I'll be the first to admit, I'm a tad obsessive. Okay, more than a tad.
So when I'm trying to lose weight, I want to drown in the world of diet. I buy magazines with what turn out to be ridiculous diet articles ("Lose 200 pounds in just 10 days!"), and obsess over every conflicting research report.
This time, I've moved on to books--particularly memoirs, or accounts of people who've lost weight and want to present their own navel-watching account of their journey from flab to fab.
But I've made a recent discovery: most of those books are by people who had very little weight to lose, and I'm sorry, but what the heck do they know about facing a real weight problem? Even their good ideas seem lacking in any real-world test.
I recently read Linda Moran's little book, How to Survive Your Diet, and thought--and still think--it has a lot of good ideas as far as "eating normally" in terms of portion and hunger-satiation. But you're led to believe throughout the book that Linda has battled real weight issues over the years, and don't find out until the end that she battled something like 10 pounds.
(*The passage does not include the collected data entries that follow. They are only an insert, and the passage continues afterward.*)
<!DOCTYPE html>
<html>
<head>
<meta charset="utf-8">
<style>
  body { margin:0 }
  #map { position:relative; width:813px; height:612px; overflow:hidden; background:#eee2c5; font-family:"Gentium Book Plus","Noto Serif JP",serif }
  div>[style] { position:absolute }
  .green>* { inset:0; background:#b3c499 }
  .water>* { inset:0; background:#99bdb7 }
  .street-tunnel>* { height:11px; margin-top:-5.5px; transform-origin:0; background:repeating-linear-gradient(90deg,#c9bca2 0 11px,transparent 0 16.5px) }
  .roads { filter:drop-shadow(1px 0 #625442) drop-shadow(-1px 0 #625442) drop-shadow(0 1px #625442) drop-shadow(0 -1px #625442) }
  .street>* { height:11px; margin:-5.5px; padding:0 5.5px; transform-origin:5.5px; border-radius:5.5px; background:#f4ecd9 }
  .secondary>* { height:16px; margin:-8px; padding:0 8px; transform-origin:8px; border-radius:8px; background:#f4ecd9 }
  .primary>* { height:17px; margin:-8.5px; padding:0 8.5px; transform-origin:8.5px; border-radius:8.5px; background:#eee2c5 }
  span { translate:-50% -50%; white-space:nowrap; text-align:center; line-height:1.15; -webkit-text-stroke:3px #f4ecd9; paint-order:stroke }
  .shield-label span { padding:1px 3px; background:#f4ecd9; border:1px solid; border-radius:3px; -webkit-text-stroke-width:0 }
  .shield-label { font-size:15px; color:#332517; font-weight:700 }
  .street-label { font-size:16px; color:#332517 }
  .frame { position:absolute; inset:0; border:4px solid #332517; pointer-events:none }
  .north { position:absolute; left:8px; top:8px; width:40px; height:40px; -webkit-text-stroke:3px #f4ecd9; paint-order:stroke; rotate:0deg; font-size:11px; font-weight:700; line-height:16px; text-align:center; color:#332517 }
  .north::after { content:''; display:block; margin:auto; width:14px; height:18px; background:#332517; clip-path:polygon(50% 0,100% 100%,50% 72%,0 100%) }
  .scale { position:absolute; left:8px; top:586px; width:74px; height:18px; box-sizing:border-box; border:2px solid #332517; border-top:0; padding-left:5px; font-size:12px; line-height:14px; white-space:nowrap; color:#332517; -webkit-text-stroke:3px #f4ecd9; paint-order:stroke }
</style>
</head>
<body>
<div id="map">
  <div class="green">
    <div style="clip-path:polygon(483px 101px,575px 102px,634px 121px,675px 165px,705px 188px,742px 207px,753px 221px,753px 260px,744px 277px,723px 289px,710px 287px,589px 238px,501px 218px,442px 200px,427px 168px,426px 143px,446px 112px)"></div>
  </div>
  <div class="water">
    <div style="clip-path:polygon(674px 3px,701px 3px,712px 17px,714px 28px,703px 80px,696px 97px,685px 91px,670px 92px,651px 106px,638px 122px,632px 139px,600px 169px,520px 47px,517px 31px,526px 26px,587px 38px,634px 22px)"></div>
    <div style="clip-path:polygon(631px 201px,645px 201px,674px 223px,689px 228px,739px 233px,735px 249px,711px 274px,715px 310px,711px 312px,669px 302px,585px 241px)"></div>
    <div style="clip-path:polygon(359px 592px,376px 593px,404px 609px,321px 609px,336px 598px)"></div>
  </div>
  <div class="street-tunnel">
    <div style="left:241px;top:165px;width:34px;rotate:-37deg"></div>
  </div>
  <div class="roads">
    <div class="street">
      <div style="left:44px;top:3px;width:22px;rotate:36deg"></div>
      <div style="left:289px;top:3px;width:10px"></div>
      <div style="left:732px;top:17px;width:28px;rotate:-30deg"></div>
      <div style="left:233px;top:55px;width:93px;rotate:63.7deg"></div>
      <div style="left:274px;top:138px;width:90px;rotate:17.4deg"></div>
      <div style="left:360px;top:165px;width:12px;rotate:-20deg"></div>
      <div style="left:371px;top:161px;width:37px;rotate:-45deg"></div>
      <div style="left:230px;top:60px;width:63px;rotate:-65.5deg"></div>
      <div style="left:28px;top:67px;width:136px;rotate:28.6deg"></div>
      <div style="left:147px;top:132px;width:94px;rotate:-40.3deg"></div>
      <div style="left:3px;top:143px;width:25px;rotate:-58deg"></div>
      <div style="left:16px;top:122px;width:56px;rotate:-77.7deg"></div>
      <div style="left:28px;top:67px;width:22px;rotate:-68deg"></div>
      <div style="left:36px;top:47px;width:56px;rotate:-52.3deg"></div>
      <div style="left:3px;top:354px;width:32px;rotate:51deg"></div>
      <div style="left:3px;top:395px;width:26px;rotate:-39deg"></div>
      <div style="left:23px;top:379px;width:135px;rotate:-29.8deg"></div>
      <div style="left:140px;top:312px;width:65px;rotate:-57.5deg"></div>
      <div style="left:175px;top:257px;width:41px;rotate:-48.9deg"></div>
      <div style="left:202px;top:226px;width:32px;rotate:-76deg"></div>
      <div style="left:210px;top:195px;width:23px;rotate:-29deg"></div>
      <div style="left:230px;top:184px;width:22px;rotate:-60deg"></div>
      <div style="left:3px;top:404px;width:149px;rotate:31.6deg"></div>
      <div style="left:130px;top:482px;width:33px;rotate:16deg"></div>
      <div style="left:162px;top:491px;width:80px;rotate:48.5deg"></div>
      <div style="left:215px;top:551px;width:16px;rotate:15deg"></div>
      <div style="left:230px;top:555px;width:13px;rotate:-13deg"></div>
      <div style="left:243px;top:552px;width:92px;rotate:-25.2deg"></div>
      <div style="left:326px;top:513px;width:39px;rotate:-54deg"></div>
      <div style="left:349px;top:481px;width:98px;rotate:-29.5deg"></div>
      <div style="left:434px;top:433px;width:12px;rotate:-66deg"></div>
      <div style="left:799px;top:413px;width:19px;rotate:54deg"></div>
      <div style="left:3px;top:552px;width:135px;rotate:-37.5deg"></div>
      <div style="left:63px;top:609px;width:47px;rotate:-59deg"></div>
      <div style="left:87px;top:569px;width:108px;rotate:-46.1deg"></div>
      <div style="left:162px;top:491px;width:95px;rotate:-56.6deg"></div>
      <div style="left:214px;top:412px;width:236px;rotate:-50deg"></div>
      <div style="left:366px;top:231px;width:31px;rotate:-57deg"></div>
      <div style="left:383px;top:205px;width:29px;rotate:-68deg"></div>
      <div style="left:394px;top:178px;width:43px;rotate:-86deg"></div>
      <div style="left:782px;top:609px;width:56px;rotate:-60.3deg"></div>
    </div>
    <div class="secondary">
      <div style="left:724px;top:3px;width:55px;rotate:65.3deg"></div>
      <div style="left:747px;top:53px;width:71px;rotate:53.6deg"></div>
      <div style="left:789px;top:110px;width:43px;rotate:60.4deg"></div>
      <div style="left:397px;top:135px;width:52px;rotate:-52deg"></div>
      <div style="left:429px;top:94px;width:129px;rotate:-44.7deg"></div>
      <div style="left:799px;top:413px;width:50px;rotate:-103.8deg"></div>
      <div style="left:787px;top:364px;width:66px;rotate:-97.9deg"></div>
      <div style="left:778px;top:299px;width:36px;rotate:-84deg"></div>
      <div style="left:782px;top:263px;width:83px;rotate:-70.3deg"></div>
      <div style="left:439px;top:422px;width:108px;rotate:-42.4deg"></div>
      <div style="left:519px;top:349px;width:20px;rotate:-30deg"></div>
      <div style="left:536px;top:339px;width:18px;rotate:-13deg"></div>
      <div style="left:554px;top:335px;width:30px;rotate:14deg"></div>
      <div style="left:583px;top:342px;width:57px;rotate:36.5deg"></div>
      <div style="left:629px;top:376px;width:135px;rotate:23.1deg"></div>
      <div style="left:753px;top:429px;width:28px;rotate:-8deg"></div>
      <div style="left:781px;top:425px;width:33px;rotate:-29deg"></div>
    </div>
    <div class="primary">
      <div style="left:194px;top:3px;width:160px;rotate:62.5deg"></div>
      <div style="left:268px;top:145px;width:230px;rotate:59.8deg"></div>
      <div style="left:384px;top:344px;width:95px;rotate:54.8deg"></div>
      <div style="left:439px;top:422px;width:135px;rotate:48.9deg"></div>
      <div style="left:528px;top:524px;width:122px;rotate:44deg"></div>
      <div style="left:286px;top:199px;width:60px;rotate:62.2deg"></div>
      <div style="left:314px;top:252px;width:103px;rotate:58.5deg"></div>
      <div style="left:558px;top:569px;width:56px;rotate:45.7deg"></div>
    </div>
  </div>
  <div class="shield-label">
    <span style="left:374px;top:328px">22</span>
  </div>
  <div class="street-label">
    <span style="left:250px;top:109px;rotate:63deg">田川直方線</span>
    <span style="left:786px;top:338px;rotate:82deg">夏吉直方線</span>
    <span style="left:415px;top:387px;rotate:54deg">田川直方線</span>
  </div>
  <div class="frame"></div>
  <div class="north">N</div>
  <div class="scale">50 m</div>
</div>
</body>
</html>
Now, she says in the book that the reader might discount her ideas because she only had 10 pounds to lose--sort of the reverse-psychology equivalent of "Don't hate me because I'm beautiful." But, sorry, I think you have some great ideas for maintenance but 10 pounds just doesn't gain my respect for weight-loss tips.
Next, I read Wendy McClure's I'm Not the New Me. Wendy's the author of the popular poundy.com blog and in the book she had lost about 30 pounds on Weight Watchers. Not shabby but only borderline "real" weight loss in my book. Mostly the book was the obsessive ramblings of a woman on the prowl for the perfect guy, posing as a book about dealing with body image. "X" that one off the list, although she does write well, albeit with too much profanity for my taste.
Then I read Dr. Nick Yphantides' My Big Fat Greek Diet. While Dr. Nick did lose an amazing 220 pounds, the way he did it is way out of the ball park for most of us (pun intended). Dr. Nick was wealthy enough to take a year off from work to drink a liquid diet while he tooled around the country indulging his passion for Major League Baseball games. Yeah, right. I'd be living under New Orleans' Danziger Bridge in about two weeks. Welcome to the real world.
Now I've begun Courtney Rubin's Weight Loss Diaries, and while she doesn't seem to have a tremendous amount of weight to lose, I'm identifying with her "all-or-nothing" mentality. You know the one: "I ate that bite of (name the food that doesn't fit on your food plan), so I might as well have whatever else I want today and start again tomorrow." Or: "I have to eat out twice this week for social engagements so I might as well wait to start next week." I'm not far enough into it to see how she's going to resolve these things but I do believe fixing your thoughts is the biggest thing you can do to improve your chance of successful weight loss. So we'll see how she does it.
Meanwhile, you can't do much better than the irrepressible Jimmy Moore's Livin' La Vida Low Carb, where he chronicles his own 180-pound loss eating low carb. His "take no prisoners" attitude toward weight loss doesn't give us a lot of introspection or navel-watching, but it's an honest, real chronicle of serious weight loss that doesn't involve surgery or off-the-wall baseball schemes.